(Data extracted from a collection)
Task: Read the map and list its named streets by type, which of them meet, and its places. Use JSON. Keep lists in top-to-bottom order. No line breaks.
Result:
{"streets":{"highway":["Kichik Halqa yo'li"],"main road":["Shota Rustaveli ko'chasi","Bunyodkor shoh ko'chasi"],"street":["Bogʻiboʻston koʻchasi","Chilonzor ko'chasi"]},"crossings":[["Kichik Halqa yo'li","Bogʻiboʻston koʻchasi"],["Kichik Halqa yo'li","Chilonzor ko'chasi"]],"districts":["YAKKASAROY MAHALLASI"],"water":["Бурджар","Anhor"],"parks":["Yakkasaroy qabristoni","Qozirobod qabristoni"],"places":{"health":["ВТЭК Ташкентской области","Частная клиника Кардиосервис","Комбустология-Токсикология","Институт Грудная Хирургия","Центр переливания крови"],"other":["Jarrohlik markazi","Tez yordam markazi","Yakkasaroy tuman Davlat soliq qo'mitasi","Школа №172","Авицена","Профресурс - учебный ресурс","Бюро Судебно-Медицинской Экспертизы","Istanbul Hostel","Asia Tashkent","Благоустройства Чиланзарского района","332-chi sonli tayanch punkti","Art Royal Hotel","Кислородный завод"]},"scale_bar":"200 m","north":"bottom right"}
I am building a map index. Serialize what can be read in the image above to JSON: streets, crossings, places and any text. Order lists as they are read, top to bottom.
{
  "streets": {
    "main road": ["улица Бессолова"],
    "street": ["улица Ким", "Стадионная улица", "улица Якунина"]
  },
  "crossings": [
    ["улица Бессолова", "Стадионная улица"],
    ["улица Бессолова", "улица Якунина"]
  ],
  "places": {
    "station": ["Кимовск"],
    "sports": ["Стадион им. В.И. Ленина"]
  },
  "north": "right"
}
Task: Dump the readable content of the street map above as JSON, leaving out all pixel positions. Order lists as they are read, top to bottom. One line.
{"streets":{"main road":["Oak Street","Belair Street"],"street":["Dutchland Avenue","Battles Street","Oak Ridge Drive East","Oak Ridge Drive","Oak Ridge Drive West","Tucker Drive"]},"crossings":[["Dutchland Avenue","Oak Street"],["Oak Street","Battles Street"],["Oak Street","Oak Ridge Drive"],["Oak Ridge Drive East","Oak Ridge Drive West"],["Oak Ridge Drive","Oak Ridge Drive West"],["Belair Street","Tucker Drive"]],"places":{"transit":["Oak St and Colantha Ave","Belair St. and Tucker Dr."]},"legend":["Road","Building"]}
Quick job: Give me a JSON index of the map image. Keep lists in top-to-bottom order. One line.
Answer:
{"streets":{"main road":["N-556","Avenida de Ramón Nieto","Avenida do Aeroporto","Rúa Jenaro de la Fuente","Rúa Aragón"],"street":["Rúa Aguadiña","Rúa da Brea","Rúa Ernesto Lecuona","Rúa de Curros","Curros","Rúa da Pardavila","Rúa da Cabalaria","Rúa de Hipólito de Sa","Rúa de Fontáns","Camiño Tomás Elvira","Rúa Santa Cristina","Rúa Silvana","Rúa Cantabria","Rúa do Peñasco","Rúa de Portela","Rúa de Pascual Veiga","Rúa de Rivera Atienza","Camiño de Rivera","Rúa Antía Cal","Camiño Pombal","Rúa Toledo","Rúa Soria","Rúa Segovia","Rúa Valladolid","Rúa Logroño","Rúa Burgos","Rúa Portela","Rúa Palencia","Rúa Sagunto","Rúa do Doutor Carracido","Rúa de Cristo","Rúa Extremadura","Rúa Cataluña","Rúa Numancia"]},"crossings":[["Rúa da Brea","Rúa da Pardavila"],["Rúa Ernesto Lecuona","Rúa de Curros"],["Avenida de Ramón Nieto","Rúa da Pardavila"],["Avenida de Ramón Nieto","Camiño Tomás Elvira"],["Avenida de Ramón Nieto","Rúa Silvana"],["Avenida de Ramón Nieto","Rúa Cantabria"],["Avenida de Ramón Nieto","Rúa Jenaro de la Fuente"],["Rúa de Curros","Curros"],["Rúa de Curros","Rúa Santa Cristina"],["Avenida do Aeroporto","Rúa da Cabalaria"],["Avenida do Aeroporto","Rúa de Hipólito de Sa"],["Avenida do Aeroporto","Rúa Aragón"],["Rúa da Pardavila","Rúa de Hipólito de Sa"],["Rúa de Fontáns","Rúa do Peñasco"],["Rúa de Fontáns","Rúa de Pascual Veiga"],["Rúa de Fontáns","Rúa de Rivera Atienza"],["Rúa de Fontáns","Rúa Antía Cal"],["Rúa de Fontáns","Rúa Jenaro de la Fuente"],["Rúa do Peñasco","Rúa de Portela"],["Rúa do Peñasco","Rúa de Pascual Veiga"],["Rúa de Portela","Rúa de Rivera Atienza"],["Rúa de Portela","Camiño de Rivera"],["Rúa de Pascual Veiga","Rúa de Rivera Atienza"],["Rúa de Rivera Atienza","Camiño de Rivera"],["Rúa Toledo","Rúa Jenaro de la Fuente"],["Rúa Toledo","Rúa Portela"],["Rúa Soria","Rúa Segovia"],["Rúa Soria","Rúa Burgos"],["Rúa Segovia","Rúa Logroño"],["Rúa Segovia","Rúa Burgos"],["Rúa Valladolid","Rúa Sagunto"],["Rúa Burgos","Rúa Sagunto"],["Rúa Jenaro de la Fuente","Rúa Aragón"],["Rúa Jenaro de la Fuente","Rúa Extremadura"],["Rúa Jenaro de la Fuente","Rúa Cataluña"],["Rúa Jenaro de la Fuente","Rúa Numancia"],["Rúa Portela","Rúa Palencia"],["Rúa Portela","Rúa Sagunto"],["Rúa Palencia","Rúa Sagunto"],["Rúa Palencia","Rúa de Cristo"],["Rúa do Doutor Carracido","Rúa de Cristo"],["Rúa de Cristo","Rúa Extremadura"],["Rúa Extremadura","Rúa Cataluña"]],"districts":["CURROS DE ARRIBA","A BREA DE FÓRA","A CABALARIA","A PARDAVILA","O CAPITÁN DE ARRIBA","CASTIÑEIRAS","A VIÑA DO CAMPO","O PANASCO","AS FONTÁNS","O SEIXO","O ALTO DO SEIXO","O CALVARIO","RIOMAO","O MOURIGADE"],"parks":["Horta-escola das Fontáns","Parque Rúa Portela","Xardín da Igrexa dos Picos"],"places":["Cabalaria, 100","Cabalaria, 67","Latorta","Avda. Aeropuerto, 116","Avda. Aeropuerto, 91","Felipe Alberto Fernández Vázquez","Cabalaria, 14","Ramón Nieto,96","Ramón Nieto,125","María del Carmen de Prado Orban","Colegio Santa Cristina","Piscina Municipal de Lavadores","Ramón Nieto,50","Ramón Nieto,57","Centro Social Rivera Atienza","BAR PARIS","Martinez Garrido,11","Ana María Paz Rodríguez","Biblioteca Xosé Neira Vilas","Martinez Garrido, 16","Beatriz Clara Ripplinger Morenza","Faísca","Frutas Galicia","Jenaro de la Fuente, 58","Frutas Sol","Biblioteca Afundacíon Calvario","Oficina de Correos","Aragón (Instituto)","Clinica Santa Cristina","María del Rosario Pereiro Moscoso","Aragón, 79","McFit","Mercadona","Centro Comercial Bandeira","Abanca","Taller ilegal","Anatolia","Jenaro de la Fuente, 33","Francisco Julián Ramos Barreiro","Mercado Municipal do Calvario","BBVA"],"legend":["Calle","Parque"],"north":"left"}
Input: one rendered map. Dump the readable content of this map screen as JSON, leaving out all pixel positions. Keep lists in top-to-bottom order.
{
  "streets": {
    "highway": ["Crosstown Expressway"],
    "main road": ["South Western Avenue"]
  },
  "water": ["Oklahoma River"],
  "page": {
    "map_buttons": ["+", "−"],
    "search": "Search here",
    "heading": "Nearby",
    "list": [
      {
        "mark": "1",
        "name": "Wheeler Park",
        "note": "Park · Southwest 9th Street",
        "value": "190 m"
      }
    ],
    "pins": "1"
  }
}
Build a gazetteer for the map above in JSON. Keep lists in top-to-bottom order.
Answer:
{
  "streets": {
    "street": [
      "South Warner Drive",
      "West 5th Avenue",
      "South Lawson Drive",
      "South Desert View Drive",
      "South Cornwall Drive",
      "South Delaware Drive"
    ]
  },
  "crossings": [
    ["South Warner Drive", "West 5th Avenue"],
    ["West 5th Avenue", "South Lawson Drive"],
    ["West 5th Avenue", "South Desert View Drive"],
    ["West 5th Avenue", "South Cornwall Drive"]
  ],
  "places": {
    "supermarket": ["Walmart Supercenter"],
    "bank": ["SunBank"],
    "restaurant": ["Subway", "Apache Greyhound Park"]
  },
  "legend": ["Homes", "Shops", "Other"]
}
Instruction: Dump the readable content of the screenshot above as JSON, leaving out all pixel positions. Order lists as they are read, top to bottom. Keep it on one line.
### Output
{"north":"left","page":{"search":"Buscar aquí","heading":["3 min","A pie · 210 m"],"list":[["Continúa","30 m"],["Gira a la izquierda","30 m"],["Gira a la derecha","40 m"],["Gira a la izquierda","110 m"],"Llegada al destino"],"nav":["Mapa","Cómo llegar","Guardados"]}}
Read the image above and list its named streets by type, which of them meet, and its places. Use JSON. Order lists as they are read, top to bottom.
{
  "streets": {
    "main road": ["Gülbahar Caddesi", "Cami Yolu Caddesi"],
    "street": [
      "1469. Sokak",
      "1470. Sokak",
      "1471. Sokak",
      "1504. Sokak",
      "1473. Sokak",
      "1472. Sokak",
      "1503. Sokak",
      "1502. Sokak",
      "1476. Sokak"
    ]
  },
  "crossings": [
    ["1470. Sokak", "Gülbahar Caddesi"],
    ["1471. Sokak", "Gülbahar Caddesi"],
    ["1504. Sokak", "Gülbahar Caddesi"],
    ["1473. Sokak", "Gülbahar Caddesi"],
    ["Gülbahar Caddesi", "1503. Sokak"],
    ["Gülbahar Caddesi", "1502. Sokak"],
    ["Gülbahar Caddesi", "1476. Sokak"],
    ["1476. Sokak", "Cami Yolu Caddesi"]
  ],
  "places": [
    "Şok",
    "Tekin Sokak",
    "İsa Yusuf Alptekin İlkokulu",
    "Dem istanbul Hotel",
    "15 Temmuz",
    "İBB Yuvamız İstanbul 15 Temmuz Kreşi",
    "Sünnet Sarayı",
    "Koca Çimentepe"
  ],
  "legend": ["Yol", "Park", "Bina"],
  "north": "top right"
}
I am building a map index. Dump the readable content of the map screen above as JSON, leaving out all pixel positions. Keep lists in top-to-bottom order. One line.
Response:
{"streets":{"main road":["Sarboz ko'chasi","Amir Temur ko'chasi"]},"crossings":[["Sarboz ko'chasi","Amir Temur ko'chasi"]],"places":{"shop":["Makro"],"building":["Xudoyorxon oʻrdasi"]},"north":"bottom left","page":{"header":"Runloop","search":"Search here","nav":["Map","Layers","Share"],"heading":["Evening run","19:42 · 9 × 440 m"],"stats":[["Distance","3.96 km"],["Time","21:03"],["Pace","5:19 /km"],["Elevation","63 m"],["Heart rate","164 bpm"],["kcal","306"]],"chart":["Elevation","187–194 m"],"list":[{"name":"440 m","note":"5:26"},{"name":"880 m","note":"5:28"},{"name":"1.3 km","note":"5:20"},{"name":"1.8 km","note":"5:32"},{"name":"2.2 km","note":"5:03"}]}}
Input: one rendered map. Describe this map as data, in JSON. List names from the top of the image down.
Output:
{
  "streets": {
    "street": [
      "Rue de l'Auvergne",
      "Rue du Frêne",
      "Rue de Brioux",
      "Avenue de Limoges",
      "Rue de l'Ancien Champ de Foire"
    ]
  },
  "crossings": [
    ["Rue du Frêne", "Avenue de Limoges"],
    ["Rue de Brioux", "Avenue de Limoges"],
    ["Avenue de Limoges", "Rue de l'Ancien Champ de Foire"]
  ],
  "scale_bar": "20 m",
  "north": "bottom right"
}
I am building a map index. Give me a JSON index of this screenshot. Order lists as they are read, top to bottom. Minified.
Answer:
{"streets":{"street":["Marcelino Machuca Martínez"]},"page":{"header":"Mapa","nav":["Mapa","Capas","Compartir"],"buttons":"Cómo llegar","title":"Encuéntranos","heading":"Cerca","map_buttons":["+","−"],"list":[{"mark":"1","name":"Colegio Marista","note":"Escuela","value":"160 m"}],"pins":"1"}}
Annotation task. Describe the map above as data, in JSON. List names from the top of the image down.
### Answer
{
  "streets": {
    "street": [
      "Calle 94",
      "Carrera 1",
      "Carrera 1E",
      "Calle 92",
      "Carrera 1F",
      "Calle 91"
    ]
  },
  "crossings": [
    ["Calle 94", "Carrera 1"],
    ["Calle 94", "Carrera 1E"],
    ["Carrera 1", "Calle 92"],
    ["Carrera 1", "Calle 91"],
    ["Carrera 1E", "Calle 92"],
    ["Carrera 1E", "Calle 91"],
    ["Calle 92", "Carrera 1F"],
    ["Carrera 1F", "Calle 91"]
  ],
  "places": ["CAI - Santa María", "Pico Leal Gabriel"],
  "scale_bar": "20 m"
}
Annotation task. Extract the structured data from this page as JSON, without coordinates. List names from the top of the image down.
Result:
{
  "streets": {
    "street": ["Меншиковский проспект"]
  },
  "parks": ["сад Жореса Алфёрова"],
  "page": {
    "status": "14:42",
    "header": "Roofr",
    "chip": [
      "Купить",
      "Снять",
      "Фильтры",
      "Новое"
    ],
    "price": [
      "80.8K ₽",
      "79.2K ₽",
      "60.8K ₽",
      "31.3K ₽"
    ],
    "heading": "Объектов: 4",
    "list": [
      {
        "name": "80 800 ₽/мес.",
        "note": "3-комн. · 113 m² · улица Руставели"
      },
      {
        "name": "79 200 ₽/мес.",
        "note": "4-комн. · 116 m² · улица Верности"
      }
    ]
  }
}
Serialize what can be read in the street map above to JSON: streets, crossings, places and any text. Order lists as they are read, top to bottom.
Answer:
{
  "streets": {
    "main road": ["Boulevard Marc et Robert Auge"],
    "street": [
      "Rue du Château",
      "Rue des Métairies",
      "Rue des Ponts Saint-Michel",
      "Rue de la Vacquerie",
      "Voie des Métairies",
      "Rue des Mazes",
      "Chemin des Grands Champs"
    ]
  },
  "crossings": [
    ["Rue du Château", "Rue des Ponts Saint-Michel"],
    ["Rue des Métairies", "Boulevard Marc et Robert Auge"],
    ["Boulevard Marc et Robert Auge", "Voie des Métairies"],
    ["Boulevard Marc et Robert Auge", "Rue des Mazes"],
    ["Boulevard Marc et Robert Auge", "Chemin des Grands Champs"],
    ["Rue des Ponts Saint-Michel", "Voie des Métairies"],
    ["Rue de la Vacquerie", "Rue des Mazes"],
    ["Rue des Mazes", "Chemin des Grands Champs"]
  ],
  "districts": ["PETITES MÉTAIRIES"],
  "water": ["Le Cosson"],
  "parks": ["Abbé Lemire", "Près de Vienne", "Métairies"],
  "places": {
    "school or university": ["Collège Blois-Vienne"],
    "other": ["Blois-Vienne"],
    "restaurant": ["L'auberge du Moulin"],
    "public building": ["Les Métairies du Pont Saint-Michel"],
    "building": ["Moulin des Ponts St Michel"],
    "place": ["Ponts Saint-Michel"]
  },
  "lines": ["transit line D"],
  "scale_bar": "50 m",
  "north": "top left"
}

What is expected:
Among the lines above, list those that contain the word "screenshot".

Reply:
Instruction: Dump the readable content of the screenshot above as JSON, leaving out all pixel positions. Order lists as they are read, top to bottom. Keep it on one line.
I am building a map index. Give me a JSON index of this screenshot. Order lists as they are read, top to bottom. Minified.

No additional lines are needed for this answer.